Synopsis from Barbour Books: Author Kaye Dacus will ignite your love of romance with book 2 of her Matchmakers series. Dylan Bradley, who once illustrated steamy romances under the name Patrick Callaghan, has moved into his grandparent’s guest house in Nashville.

Caylor Evans, having once written titillating novels under the pen-name Melanie Mason, lives with her grandmother. When their lives collide, due to the machinations of meddling matriarchs, the pasts of Dylan and Caylor threaten to derail their futures. Will they accept each other for who they now are—and once were? Or will they never discover the true art of romance?

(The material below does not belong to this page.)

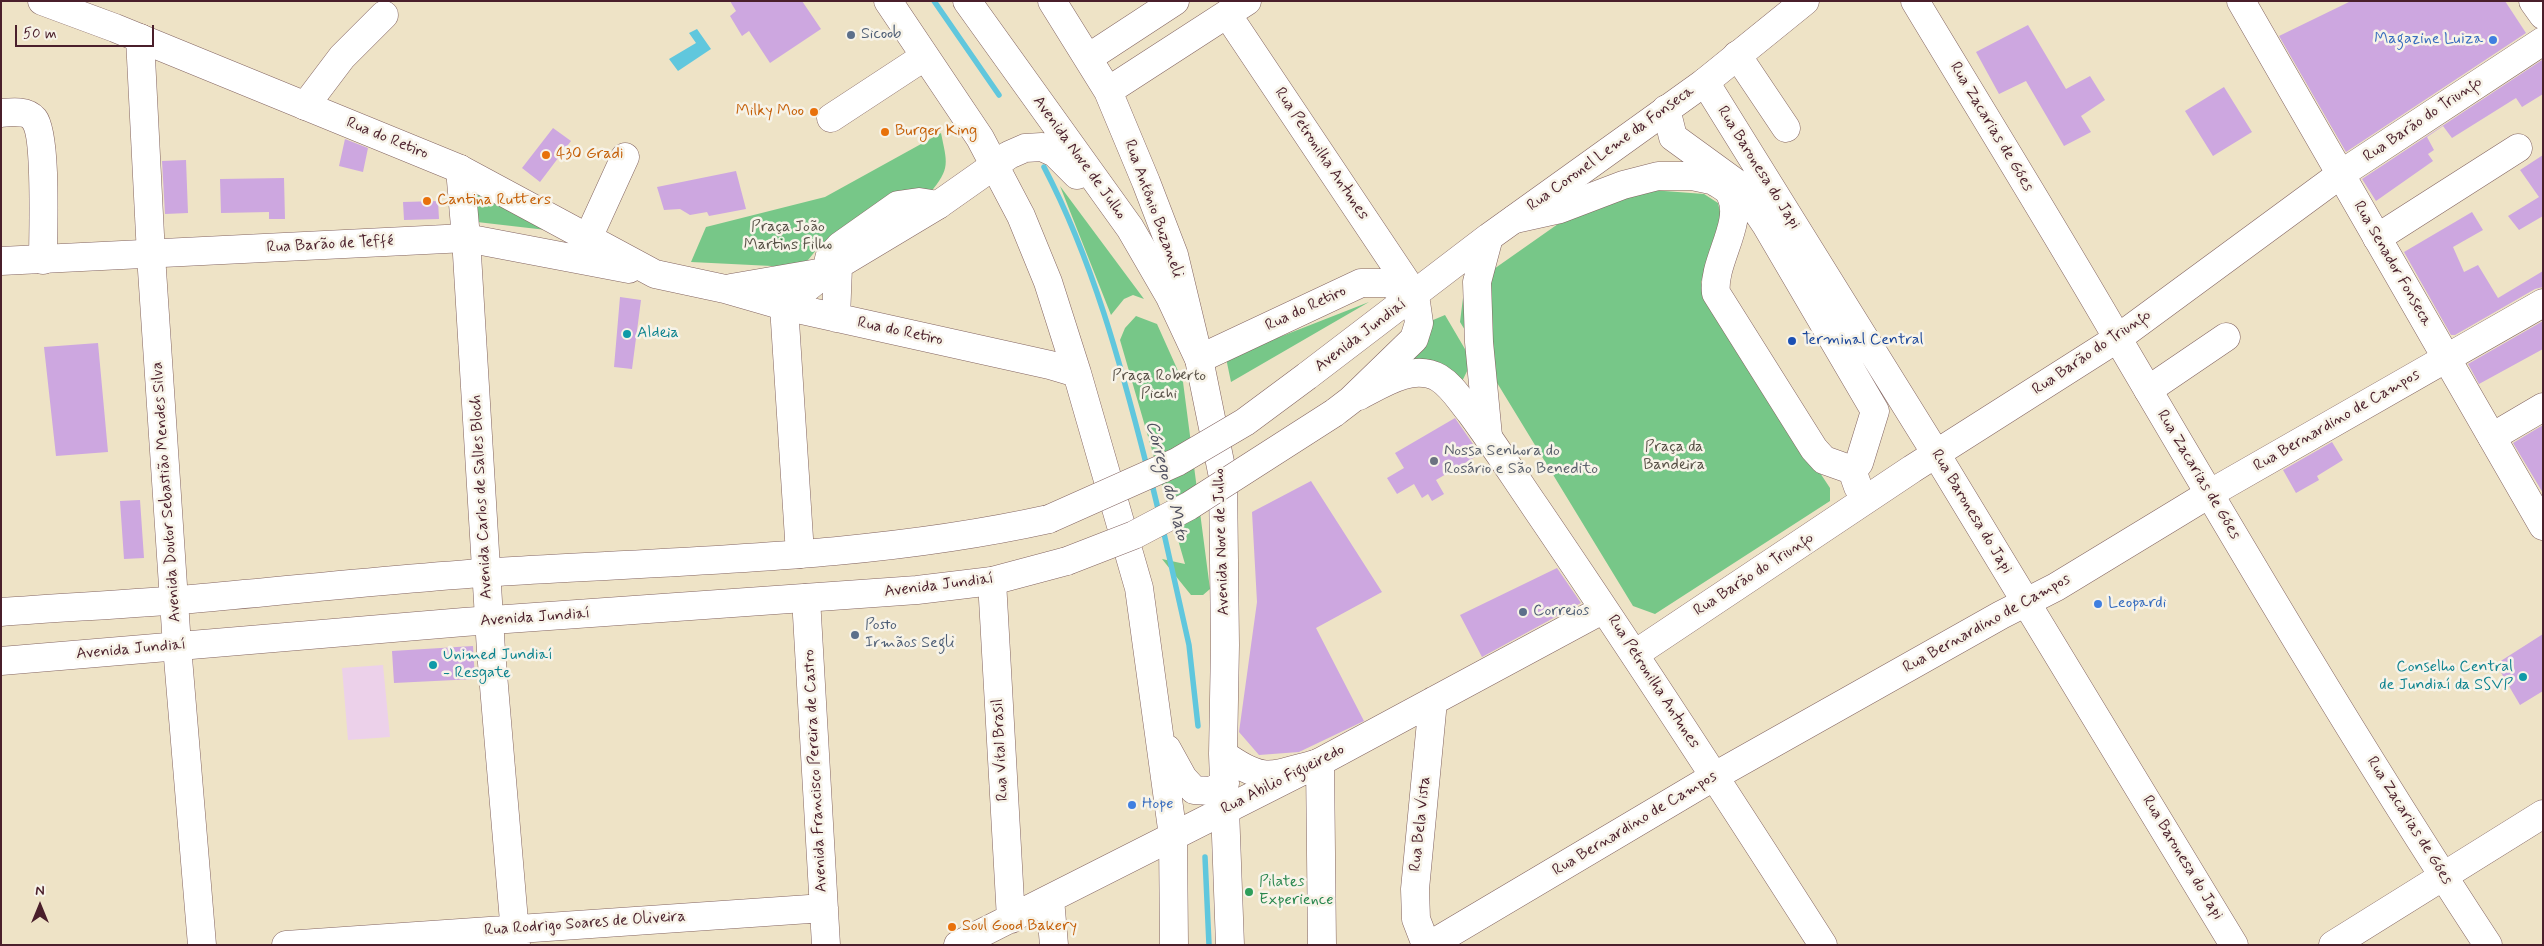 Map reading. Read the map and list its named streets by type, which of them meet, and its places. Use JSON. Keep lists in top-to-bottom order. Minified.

Review: I confess that I was a bit wary of reading a novel bearing the title The Art of Romance. It is not necessarily a title that one wants to reveal to one's co-workers, who may not be acquainted with inspirational novels.  In reality, Kaye Dacus's second book in the Matchmakers series is rather light on the actual romance between the two lead characters. Because both Caylor and Dylan harbor "secrets"  from their pasts, much of the novel is spent with them analyzing and fighting their attraction for one another.  Although both characters are instantly drawn to one another, their relationship is slow to develop.  I appreciate that aspect of the plot, since I have never been fond of two characters falling instantly in love.  Both Caylor and Dylan find outlets for their feelings through their respective arts.  Their barriers break down slowly during the course of the novel, and their secrets are eventually revealed, allowing Caylor and Dylan to confront their feelings.  Overall, I found the latter part of the second half of the novel to be the most enjoyable portion of The Art of Romance as Caylor's and Dylan's relationship comes to fruition.

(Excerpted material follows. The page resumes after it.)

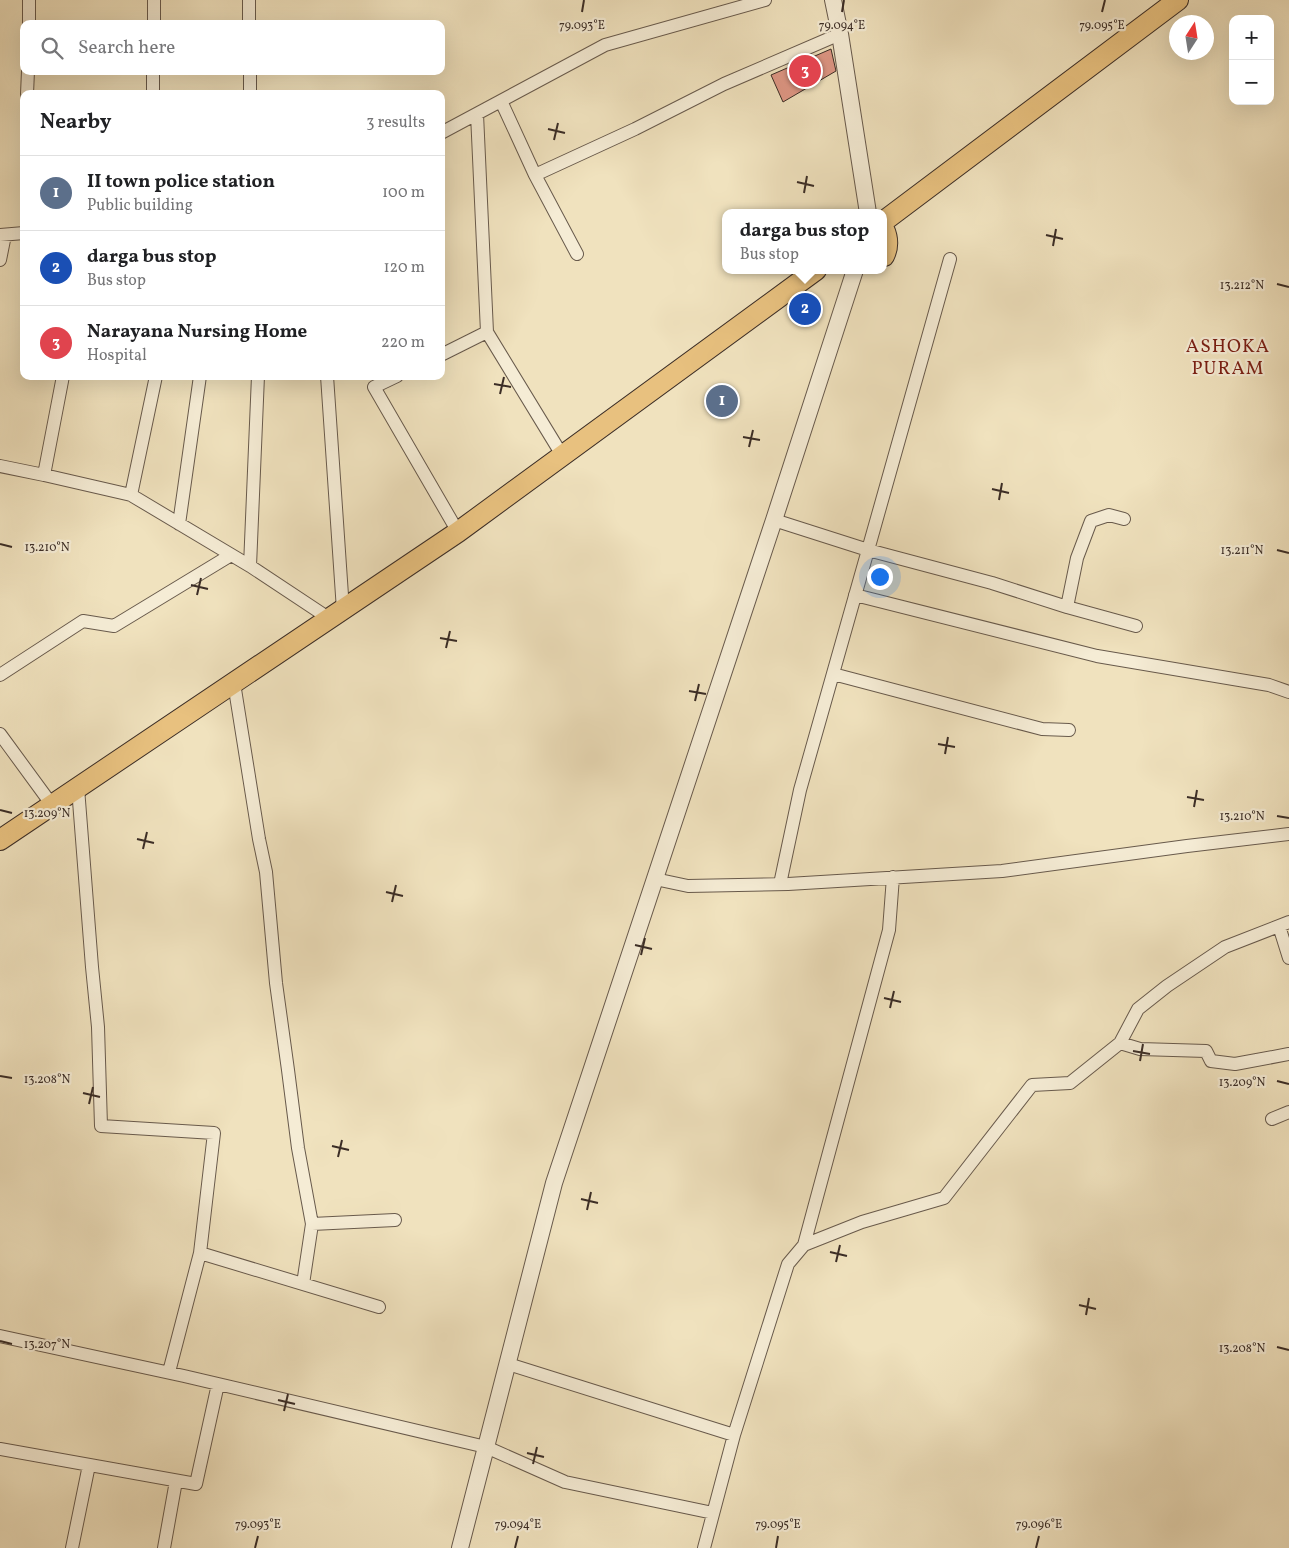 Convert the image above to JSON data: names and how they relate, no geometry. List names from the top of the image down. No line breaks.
{"districts":["ASHOKA PURAM"],"north":"top","page":{"map_buttons":["+","−"],"search":"Search here","pins":["3","2","1"],"heading":["Nearby","3 results"],"list":[{"mark":"1","name":"II town police station","note":"Public building","value":"100 m"},{"mark":"2","name":"darga bus stop","note":"Bus stop","value":"120 m"},{"mark":"3","name":"Narayana Nursing Home","note":"Hospital","value":"220 m"}],"popup":["darga bus stop","Bus stop"]},"coordinates":["79.093°E","79.094°E","79.095°E","13.212°N","13.210°N","13.211°N","13.209°N","13.208°N","13.207°N","79.096°E"]}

The concept of the Art of Romance is unique and fresh. Dylan is a young man with a less than pristine past, emerging from a relationship with an older woman.  With his shaggy hair and tattoos, Dylan is not the typical clean-cut male lead in most inspirational novels. His character definitely carries more baggage than Caylor's, whose past is only marred by writing general market romance novels. I enjoyed watching Dylan work through his issues and grow into an honest and confident man who finally feels worthy of true and pure love.  The Nashville setting was also a bonus.  After visiting the city several years ago, I was able to picture many of the areas Dylan and Caylor visited throughout the novel.

Dacus infuses the novel with an abundance of details that set the scenes, both significant and insignificant.  The novel reminded me of recent, contemporary Hallmark movies, with an emphasis eating and activities involving food.  I felt that the plethora of descriptions buried the actual plot of the novel and slowed the pace.  I appreciate attention to details; but the presence, and in some cases repetition, of small details were more of a hindrance. I would have enjoyed more progression in the actual plot. However, I applaud Dacus for having the vision to imagine the most minute aspects of a scene and the small idiosyncrasies of her characters.

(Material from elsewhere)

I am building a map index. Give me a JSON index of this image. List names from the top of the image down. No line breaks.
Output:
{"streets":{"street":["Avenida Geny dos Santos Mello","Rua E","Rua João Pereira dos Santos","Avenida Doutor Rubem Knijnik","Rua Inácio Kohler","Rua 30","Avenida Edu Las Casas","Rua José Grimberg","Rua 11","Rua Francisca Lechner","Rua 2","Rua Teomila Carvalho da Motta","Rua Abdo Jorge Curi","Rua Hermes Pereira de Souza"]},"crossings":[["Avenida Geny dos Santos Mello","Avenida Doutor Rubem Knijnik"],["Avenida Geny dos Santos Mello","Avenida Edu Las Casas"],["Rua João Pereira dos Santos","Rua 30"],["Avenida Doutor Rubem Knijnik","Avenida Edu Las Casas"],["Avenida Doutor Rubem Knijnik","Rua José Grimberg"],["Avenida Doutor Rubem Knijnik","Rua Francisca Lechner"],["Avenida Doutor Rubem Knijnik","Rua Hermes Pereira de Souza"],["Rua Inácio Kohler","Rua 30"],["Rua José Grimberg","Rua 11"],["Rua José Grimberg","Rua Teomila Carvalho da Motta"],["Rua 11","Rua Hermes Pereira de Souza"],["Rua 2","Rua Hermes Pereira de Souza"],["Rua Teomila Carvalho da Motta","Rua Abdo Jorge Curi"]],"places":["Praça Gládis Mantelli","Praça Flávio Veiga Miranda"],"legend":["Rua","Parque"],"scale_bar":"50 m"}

Although this was only a mediocre read for me personally, The Art of Romance is a well-written and well-thought out novel.  Readers looking for a wholesome contemporary romance with some depth and a multitude of details will enjoy Kaye Dacus's latest novel, and her depiction of "the art of romance."

I received a complimentary copy of this book from Kaye Dacus and Barbour Publishing. I was not required to write a positive review. The opinions expressed above are my own. I am disclosing this in accordance with the Federal Trade Commission’s 16 CFR, Part 255 “Guides Concerning the Use of Endorsements and Testimonials in Advertising.”